Collected data entries:
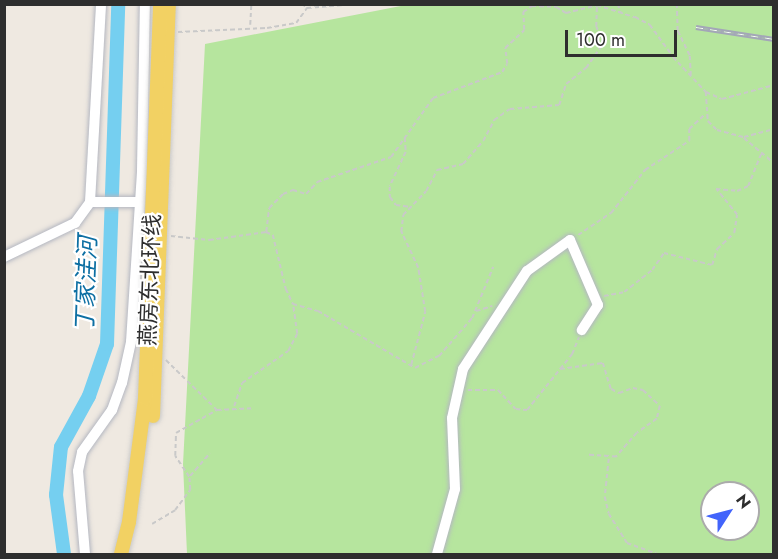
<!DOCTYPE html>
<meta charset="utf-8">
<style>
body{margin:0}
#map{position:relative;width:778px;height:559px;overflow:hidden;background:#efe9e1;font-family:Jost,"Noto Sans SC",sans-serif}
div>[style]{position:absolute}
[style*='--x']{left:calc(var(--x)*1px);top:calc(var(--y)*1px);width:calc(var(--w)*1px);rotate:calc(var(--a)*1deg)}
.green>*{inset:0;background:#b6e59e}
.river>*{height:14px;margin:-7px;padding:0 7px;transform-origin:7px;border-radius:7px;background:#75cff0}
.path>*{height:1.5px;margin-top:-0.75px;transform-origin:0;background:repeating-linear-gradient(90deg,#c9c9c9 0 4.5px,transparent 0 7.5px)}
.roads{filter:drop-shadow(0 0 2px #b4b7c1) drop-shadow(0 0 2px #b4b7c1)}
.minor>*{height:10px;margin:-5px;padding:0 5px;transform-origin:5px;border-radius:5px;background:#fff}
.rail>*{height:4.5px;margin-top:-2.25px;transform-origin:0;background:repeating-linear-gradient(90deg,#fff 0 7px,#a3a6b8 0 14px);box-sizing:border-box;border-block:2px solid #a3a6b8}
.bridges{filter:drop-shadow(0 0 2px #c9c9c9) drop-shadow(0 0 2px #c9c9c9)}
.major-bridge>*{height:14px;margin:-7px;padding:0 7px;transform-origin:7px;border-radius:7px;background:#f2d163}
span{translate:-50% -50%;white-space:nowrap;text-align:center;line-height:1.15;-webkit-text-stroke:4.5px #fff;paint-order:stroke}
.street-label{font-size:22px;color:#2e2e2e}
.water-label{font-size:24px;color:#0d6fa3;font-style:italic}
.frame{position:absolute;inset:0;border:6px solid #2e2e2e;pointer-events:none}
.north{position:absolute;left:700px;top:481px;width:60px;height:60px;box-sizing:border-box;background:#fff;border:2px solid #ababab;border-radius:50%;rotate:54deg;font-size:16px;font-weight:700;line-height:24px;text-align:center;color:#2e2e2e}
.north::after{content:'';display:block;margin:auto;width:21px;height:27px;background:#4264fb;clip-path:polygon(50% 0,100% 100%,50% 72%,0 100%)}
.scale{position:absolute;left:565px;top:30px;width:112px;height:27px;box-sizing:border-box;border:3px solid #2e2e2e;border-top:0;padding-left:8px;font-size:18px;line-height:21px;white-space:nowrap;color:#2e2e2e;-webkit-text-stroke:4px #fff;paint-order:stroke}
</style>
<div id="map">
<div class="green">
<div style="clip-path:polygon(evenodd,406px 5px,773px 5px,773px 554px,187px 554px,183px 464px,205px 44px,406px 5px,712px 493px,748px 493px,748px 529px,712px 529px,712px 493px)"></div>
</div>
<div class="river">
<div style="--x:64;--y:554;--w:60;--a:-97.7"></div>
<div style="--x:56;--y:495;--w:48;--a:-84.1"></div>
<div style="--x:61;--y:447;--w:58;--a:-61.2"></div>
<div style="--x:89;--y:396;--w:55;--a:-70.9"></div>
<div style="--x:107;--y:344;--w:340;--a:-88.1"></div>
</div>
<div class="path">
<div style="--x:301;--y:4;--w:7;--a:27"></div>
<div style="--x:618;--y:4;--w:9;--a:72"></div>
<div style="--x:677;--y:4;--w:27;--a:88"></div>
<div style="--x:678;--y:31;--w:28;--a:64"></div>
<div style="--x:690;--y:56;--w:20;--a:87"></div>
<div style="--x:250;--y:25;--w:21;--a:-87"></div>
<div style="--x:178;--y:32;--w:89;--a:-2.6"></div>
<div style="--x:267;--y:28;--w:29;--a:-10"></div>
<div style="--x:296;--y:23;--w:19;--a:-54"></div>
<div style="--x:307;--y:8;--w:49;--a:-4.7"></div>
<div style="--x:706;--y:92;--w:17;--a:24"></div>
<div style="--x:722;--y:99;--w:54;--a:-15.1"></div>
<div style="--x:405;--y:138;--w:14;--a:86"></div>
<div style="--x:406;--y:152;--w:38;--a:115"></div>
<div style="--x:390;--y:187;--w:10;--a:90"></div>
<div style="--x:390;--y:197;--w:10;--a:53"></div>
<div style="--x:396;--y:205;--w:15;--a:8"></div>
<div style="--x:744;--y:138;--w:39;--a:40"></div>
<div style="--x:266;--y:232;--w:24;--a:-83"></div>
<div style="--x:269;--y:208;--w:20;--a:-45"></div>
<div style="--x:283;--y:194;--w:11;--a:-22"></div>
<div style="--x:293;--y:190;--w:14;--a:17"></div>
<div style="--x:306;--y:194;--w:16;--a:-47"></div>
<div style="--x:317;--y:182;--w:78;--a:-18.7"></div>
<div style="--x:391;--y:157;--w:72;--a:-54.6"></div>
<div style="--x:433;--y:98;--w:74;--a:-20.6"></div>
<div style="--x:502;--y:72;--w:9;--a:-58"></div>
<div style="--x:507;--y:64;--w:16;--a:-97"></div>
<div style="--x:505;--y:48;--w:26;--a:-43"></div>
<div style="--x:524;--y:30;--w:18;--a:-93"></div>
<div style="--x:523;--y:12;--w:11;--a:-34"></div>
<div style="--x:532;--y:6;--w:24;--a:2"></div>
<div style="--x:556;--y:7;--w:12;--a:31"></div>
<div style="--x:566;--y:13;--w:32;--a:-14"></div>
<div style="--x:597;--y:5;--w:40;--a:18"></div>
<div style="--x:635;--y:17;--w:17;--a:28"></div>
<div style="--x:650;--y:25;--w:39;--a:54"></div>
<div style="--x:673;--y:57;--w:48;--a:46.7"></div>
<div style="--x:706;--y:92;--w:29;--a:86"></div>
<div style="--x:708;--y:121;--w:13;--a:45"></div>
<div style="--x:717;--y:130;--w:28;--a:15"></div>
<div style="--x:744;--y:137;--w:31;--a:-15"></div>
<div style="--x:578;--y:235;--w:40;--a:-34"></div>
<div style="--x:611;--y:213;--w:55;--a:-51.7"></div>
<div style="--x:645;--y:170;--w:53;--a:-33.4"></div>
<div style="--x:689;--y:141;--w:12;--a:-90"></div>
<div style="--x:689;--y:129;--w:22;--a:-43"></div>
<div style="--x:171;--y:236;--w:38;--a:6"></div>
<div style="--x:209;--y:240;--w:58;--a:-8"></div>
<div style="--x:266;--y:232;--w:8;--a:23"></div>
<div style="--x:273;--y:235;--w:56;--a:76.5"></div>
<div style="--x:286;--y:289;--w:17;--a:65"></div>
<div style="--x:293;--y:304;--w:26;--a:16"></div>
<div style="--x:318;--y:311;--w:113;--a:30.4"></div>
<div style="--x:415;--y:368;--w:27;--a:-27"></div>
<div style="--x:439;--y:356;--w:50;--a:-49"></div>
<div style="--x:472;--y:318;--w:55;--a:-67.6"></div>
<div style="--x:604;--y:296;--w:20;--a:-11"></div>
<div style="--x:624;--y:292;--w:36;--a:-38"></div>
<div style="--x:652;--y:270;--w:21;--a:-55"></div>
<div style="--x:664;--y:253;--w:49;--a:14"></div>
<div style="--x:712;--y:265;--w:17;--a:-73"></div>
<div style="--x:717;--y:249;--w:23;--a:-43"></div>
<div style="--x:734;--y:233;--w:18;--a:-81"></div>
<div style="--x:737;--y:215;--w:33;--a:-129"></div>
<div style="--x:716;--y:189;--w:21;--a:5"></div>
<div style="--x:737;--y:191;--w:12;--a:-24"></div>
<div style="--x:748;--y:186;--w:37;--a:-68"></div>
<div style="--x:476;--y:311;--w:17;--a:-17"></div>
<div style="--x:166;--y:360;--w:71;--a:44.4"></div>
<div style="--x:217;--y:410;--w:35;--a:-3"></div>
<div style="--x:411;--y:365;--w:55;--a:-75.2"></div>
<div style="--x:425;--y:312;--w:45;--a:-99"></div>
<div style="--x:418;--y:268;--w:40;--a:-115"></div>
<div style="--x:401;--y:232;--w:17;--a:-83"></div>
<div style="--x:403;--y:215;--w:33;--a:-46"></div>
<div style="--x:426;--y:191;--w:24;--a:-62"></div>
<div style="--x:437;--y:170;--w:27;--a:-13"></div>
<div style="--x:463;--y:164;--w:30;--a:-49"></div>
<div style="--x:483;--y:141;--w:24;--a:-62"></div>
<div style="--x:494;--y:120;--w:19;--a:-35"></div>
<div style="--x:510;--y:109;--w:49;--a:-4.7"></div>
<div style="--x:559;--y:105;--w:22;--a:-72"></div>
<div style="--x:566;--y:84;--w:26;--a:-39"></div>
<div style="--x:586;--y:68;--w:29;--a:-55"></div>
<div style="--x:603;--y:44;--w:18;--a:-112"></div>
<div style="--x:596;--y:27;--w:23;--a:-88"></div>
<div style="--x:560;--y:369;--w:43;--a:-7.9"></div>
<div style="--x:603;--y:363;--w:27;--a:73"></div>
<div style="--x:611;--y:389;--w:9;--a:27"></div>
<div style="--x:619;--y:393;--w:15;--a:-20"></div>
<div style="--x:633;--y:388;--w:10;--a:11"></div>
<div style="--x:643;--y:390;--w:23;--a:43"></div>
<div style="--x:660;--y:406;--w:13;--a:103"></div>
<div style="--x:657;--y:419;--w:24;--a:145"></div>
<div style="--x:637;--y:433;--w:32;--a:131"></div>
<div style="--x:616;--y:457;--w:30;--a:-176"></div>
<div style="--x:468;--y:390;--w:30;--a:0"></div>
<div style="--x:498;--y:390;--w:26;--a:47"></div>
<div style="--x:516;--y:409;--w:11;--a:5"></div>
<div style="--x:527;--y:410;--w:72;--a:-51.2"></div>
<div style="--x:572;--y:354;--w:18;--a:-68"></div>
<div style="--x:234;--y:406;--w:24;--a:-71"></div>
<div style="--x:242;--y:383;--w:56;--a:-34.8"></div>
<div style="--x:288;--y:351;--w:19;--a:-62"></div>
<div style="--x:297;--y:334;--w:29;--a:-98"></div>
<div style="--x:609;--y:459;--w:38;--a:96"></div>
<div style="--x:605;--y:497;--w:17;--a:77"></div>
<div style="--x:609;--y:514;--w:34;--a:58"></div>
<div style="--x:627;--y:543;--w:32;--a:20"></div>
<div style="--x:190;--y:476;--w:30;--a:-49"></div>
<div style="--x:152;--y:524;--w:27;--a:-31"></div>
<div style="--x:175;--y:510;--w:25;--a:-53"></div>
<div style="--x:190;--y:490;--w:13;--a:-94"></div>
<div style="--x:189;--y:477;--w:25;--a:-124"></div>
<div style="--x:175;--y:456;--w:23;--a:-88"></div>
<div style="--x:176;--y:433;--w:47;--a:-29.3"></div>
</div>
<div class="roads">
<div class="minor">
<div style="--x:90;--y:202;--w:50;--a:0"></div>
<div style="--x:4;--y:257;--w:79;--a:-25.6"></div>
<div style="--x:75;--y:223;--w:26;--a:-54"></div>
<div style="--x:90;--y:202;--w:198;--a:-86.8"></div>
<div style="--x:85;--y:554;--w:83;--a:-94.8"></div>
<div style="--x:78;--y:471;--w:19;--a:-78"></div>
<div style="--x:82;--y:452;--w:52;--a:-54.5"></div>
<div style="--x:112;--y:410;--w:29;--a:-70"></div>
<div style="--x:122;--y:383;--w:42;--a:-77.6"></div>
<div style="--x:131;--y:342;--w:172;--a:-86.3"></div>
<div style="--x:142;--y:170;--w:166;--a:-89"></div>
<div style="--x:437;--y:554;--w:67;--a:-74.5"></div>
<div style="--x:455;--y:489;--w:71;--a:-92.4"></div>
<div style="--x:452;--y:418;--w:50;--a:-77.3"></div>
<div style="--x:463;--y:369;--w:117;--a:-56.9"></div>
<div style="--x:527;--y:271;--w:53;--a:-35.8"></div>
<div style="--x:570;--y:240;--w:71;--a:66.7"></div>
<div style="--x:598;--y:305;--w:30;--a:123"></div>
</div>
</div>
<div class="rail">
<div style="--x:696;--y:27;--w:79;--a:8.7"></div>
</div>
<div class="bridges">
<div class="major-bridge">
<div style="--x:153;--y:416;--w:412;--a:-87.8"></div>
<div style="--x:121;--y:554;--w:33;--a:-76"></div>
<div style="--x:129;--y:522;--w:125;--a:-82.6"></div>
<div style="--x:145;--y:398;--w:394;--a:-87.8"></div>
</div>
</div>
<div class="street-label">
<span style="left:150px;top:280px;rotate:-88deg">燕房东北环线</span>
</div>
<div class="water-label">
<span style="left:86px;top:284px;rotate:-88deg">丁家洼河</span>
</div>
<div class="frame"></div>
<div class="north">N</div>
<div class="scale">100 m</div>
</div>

...

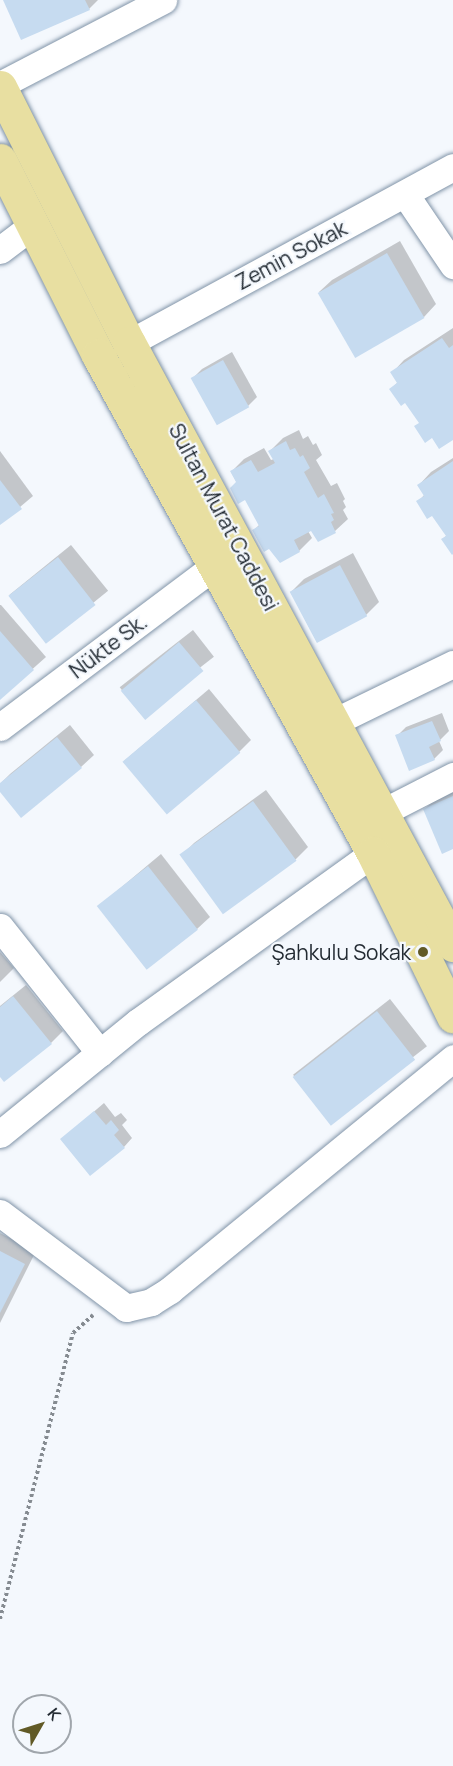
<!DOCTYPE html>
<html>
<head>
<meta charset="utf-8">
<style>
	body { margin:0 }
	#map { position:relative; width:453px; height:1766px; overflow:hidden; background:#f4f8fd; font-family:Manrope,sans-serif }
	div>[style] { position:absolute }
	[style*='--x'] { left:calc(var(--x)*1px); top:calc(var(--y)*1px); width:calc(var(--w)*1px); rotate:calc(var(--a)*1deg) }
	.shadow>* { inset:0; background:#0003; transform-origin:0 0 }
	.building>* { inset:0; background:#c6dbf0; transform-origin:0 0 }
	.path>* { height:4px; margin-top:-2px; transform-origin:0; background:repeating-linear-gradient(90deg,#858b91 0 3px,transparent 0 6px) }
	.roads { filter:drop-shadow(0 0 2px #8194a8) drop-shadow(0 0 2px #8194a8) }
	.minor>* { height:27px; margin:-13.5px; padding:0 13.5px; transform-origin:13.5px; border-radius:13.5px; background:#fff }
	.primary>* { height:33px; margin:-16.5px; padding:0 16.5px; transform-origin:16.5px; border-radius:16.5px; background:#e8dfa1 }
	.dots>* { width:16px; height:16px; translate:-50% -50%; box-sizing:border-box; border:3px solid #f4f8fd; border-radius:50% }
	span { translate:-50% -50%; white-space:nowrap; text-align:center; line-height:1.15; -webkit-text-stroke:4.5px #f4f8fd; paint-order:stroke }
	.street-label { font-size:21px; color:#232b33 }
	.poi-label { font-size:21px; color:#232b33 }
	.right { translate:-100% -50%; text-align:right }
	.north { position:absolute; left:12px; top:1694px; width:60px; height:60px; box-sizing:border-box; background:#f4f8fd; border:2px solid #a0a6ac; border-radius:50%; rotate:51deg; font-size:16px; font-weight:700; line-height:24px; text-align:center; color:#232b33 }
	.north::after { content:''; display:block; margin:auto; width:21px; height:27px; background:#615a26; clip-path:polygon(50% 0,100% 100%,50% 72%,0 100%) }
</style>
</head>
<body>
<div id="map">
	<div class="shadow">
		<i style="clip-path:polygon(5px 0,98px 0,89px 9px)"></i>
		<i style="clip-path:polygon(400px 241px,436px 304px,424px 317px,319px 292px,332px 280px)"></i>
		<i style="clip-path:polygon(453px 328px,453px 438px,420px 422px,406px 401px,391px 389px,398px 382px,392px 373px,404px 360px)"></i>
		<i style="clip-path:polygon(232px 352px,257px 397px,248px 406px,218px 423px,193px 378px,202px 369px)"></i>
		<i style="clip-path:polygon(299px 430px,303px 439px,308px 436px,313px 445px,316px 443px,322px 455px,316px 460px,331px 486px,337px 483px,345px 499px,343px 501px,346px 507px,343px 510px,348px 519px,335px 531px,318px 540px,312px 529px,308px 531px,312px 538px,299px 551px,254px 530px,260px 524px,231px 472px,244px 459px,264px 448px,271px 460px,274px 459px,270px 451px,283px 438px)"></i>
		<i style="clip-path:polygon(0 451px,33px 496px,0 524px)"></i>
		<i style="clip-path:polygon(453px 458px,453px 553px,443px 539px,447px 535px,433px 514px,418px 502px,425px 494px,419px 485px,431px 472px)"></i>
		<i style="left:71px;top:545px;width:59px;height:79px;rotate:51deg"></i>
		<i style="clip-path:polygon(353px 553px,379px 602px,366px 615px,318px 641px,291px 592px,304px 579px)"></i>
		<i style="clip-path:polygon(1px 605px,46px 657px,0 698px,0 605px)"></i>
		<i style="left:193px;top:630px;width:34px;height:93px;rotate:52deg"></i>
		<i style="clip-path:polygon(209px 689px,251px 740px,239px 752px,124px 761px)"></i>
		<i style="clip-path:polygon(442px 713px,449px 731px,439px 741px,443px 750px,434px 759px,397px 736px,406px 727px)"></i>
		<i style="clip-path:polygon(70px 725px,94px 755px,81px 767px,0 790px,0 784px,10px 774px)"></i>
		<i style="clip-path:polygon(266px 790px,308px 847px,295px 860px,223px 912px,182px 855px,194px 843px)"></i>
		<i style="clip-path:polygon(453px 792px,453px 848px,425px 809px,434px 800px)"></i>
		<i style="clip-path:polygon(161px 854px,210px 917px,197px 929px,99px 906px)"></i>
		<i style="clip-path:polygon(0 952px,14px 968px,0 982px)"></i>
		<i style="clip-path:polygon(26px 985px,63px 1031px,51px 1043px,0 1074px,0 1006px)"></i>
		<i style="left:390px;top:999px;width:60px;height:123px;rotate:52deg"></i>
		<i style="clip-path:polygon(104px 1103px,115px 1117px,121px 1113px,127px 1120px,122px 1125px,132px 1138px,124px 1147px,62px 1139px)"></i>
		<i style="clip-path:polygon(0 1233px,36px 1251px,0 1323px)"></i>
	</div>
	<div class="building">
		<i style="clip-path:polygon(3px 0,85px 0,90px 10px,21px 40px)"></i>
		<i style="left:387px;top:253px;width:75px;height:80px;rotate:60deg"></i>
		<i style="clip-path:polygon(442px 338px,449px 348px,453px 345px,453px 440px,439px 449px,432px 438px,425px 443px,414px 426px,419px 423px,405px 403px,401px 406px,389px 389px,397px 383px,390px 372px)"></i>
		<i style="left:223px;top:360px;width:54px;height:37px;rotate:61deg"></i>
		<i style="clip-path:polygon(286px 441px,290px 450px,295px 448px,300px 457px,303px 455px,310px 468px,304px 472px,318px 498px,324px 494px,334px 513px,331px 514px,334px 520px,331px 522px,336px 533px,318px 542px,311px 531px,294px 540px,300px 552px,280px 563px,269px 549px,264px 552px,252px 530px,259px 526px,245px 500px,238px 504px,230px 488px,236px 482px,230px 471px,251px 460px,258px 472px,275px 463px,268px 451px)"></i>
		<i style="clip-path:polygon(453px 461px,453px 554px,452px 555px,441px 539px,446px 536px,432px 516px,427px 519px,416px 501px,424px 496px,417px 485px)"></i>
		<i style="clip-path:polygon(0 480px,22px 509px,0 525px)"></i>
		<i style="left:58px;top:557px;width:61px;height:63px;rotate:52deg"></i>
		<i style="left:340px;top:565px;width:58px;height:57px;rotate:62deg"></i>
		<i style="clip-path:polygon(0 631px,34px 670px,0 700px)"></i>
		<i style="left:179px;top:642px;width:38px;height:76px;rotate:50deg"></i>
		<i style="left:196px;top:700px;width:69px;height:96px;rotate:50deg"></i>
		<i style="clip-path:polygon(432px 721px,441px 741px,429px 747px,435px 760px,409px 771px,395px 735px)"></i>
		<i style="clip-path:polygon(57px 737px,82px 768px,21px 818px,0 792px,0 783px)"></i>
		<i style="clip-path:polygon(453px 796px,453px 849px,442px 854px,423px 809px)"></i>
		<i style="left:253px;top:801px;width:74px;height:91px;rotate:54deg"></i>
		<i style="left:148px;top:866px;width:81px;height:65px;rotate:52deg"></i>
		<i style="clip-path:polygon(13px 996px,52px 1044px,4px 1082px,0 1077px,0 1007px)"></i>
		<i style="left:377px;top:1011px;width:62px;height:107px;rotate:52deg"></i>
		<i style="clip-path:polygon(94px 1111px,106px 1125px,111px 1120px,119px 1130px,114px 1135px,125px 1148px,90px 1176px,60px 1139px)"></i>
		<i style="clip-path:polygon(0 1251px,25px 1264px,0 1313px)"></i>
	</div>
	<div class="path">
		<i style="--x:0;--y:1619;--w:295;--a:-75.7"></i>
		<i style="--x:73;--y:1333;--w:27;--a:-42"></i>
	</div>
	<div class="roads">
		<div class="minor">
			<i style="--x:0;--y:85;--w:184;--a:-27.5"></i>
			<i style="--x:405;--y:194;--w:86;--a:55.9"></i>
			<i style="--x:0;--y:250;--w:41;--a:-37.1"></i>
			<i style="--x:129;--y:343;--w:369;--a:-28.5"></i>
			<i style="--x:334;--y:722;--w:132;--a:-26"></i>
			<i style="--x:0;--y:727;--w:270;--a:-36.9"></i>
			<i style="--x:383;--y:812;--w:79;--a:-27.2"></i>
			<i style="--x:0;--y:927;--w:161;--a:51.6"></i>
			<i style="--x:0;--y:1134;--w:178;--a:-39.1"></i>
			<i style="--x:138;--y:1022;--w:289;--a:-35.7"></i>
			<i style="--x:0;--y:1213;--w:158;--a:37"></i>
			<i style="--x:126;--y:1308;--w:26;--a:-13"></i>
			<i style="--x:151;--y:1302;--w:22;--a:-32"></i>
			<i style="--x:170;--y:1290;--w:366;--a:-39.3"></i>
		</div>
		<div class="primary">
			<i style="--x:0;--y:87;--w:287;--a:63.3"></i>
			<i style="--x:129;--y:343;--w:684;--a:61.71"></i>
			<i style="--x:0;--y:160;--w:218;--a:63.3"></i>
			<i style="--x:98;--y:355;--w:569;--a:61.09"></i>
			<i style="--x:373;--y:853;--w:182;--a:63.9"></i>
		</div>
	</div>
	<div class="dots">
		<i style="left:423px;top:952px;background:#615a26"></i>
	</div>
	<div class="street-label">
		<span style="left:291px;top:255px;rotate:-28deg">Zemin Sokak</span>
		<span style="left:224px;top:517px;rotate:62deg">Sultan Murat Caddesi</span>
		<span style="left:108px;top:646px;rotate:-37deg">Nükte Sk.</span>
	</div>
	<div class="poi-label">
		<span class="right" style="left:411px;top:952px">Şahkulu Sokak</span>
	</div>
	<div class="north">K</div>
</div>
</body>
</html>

**Work order:**
Across the entries above, state how many lines include the string "family", with no other text.

**Task solution:**
2